Butler, Richard: Nuclear disarmament – Australia’s profound and cynical failure

Butler, Richard

Nuclear disarmament – Australia’s profound and cynical failure‘, Pearls and Irritations, 23 August 2016 updated

The author looks at Australia’s distinguished history in nuclear disarmament negotiations, before commenting on the recent decision by Australia to insist that there be a vote on a report proposing that the United Nations General Assembly commence a multilateral negotiation on a Treaty to ban all nuclear weapons. The vote still passed, 69 in favour, 22 against (including all seven nuclear weapons states), 13 abstentions.

‘Twenty years later [that is, 20 years on from our earlier efforts in disarmament] we have become a virtual pariah amongst the significant collection of states that have stuck at the task of reducing and aiming towards the elimination of nuclear weapons.’ This attitude has been bipartisan in Australian politics.

All sides have been involved, all have concluded that their political survival depends on their complete affirmation of the alliance with the US, and to justify this they say that the alliance relationship ensures that US nuclear weapons will be deployed to preserve our national security.
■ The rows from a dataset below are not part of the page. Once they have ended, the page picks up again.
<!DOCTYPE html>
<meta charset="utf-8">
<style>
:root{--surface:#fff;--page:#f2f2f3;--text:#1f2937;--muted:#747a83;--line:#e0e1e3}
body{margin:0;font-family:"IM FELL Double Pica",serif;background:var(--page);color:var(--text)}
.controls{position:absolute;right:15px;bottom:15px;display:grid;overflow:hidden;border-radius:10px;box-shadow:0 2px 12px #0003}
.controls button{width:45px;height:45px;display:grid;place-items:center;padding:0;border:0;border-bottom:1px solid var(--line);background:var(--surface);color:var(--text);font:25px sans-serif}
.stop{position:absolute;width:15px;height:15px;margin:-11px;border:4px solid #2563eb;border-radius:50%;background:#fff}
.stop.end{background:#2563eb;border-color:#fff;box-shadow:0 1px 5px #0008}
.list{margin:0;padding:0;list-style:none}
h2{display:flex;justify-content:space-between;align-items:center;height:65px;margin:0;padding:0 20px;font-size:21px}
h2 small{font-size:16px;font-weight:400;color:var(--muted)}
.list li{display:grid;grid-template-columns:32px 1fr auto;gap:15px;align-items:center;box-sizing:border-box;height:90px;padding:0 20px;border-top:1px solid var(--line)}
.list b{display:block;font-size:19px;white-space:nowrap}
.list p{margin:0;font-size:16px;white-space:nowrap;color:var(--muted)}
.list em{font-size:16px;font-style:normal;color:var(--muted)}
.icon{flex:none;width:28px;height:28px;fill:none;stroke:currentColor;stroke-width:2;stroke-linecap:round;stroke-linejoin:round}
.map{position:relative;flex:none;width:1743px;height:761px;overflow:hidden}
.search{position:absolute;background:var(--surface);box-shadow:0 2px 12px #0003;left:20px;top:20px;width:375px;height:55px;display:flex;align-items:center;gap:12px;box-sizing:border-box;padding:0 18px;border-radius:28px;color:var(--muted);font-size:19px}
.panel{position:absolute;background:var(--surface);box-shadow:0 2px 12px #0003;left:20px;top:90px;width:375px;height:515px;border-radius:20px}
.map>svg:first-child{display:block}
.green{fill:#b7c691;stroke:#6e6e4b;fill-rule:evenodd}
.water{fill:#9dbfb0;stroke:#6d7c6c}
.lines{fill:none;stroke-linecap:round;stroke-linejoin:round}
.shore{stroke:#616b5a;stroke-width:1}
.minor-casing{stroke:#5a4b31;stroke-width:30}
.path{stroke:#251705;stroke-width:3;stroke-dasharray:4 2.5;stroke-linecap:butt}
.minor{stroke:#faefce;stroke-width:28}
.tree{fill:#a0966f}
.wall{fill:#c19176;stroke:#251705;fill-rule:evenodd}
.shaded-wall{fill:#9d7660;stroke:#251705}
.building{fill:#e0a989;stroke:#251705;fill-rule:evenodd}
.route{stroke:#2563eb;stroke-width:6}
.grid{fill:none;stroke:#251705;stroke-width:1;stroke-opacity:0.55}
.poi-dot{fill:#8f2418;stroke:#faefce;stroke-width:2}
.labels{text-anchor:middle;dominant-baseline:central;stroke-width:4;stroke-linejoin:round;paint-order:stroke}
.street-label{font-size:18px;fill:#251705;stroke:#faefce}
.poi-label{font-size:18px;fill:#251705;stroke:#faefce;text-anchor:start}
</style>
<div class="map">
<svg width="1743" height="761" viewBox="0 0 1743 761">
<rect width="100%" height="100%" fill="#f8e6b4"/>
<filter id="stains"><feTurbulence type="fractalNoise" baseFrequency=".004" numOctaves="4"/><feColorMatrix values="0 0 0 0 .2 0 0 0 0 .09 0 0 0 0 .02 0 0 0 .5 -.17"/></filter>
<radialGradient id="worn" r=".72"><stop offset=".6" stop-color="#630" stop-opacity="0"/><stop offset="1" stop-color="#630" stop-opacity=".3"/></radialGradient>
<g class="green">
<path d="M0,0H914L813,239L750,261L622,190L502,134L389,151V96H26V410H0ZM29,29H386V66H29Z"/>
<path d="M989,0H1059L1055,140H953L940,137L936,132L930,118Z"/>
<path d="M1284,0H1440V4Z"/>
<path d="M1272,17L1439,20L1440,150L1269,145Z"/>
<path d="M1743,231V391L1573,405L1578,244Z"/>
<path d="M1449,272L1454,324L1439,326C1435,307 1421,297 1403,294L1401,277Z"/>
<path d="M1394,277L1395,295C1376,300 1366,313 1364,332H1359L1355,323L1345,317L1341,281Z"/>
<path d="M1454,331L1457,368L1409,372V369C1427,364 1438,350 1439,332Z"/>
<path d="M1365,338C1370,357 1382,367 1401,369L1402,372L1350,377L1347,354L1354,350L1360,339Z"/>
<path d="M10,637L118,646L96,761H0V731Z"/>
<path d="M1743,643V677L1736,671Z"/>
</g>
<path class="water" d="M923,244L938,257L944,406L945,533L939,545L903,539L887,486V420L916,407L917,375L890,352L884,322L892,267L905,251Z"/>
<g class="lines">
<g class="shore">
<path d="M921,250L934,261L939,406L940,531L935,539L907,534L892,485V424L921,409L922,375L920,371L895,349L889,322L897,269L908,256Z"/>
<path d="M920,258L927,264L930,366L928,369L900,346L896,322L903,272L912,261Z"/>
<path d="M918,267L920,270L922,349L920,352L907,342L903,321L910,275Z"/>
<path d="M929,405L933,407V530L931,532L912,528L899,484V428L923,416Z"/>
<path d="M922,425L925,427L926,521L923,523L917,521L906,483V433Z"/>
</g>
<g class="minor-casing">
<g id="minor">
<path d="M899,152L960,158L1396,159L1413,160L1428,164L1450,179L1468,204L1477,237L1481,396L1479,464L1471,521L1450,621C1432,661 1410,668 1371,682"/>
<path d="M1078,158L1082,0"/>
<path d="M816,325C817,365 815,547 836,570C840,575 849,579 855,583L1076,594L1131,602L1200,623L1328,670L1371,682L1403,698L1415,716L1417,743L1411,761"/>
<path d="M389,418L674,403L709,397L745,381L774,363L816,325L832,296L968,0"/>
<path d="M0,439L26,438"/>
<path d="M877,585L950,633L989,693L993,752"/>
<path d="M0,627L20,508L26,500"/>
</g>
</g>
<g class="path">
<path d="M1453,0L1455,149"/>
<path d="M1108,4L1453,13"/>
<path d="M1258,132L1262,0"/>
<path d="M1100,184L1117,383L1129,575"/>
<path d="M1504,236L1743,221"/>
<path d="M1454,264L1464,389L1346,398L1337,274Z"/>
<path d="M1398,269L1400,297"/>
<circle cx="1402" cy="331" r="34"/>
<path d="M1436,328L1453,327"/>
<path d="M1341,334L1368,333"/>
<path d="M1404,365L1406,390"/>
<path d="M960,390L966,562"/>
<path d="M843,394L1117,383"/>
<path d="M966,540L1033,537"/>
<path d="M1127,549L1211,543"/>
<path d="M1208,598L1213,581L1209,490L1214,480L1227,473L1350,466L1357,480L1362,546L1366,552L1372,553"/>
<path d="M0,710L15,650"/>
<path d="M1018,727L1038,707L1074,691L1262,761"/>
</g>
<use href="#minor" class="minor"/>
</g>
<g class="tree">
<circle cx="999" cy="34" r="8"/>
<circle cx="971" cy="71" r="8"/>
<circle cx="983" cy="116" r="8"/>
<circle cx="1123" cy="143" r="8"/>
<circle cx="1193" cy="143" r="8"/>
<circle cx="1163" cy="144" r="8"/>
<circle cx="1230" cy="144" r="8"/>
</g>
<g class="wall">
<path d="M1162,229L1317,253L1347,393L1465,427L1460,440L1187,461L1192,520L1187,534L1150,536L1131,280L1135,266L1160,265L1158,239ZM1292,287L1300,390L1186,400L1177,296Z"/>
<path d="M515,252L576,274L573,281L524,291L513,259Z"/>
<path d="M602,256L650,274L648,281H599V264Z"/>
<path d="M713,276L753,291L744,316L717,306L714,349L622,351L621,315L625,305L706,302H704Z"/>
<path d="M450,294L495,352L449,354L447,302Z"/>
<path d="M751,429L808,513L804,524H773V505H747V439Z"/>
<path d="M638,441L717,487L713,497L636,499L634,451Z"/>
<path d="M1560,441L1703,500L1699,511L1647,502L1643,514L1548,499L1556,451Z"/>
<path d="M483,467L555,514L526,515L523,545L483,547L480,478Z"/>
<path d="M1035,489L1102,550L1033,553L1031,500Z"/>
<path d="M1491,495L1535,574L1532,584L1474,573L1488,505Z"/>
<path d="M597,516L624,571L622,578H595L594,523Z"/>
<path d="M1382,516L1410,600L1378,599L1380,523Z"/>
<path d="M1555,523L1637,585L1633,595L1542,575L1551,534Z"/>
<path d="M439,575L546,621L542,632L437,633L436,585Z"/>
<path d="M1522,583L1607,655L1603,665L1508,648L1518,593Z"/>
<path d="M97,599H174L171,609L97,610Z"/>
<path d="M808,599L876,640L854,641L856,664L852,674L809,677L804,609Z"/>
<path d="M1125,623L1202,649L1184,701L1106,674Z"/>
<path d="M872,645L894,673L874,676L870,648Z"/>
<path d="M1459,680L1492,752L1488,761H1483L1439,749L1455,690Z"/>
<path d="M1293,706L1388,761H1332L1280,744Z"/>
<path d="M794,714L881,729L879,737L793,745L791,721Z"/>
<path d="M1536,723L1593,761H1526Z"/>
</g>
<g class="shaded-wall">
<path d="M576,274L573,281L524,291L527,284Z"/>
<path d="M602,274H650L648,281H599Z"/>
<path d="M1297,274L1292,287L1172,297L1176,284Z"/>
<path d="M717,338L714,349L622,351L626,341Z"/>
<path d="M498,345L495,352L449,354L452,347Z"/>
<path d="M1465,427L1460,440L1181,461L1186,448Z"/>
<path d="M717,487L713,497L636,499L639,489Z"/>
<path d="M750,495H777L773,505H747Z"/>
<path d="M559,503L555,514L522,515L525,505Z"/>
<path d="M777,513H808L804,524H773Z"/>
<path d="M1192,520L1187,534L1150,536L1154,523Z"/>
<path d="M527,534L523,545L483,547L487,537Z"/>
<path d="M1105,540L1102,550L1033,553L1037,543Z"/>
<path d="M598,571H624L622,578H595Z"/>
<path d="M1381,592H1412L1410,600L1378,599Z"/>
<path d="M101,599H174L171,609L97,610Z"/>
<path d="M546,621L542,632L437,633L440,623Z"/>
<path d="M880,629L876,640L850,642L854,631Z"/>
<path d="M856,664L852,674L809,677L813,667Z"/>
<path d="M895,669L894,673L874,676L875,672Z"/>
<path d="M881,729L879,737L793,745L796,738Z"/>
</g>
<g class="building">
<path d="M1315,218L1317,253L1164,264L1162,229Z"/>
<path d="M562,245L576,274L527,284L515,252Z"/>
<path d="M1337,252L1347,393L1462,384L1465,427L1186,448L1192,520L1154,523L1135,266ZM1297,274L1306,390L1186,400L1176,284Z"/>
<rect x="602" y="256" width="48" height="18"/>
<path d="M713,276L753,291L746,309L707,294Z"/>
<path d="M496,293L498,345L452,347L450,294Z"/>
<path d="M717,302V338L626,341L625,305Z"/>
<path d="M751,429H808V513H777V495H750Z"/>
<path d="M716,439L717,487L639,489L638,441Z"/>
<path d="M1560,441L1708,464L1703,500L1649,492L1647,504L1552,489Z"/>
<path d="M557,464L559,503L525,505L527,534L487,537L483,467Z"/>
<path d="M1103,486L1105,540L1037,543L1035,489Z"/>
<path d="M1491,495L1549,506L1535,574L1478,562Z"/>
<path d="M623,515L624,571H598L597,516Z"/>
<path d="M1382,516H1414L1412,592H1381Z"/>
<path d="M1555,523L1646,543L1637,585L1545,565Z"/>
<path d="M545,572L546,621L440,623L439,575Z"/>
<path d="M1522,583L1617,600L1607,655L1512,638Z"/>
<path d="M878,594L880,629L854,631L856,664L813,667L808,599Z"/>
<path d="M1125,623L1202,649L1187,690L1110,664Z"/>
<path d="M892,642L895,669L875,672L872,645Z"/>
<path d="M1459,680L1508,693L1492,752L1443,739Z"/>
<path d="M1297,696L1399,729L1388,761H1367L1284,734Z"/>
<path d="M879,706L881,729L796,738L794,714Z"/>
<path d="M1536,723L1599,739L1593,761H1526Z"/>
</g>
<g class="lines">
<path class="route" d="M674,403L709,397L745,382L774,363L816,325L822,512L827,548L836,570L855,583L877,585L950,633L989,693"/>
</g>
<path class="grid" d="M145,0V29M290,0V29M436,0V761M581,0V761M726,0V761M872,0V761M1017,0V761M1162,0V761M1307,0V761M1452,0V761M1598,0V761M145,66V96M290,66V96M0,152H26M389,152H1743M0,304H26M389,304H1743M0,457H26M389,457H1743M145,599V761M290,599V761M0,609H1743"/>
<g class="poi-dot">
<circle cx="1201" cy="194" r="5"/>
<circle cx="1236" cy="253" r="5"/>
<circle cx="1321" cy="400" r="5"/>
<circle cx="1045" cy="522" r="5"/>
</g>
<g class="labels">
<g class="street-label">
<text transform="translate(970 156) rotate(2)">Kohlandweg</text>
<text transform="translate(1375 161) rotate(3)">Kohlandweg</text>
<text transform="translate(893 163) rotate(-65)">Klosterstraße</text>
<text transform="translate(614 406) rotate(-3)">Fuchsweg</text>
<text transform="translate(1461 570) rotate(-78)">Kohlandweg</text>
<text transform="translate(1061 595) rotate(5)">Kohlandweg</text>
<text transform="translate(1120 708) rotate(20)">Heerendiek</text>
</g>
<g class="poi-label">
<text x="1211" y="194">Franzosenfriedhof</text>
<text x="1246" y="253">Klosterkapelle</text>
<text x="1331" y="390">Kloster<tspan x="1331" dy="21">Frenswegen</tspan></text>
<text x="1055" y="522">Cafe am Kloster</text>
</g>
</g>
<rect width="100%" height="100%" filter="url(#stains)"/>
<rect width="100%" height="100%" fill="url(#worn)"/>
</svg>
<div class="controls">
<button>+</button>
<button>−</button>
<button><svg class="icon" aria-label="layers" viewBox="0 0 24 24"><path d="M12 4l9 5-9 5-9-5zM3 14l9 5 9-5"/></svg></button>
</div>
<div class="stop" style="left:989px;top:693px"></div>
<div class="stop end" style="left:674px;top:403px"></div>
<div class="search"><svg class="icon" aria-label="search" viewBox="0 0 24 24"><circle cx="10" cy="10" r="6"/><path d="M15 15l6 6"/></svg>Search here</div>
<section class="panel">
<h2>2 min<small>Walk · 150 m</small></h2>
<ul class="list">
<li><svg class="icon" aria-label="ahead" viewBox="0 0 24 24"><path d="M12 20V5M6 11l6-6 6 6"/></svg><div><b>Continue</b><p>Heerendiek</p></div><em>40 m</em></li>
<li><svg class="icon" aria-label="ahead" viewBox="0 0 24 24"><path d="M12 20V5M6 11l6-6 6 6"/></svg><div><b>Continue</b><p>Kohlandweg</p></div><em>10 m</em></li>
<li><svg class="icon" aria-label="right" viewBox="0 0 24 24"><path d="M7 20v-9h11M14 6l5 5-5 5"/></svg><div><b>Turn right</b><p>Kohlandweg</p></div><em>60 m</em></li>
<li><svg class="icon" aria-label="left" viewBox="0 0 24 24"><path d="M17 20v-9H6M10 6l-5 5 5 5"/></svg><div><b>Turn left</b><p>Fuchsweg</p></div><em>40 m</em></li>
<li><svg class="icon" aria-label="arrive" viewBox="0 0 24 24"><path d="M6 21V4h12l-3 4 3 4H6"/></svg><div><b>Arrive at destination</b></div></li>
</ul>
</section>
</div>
No-one was fooled by Australia’s stated rationale that an attempt at a ban would actually lead to increased production of nuclear weapons. ‘Australia stepped forward and self identified as the key surrogate of the US.’

They [our politicians] will not speak the truth to the electorate including, in particular, the immense cost of the Alliance to Australia in money and lives by our becoming virtually automatically involved in all of the US’ misadventures (Vietnam, Iraq, Afghanistan, Syria), the current pressure on us to make an enemy of China, the fantastic cost to us of defence procurements interoperable with the US, the shocking deception involved in insisting that the US will defend us with their nuclear weapons.

Richard Butler AC is a former senior diplomat, United Nations official and Governor of Tasmania. He was Australian Ambassador to the United Nations. He is one of Honest History’s distinguished supporters.

Dimity Hawkins and Julie Kimber along similar lines in The Conversation. ‘After 22 years of [Australian Defence] white paper reliance on END, it is no longer a temporary aberration. The risk is we normalise both the need for and use of nuclear weapons.’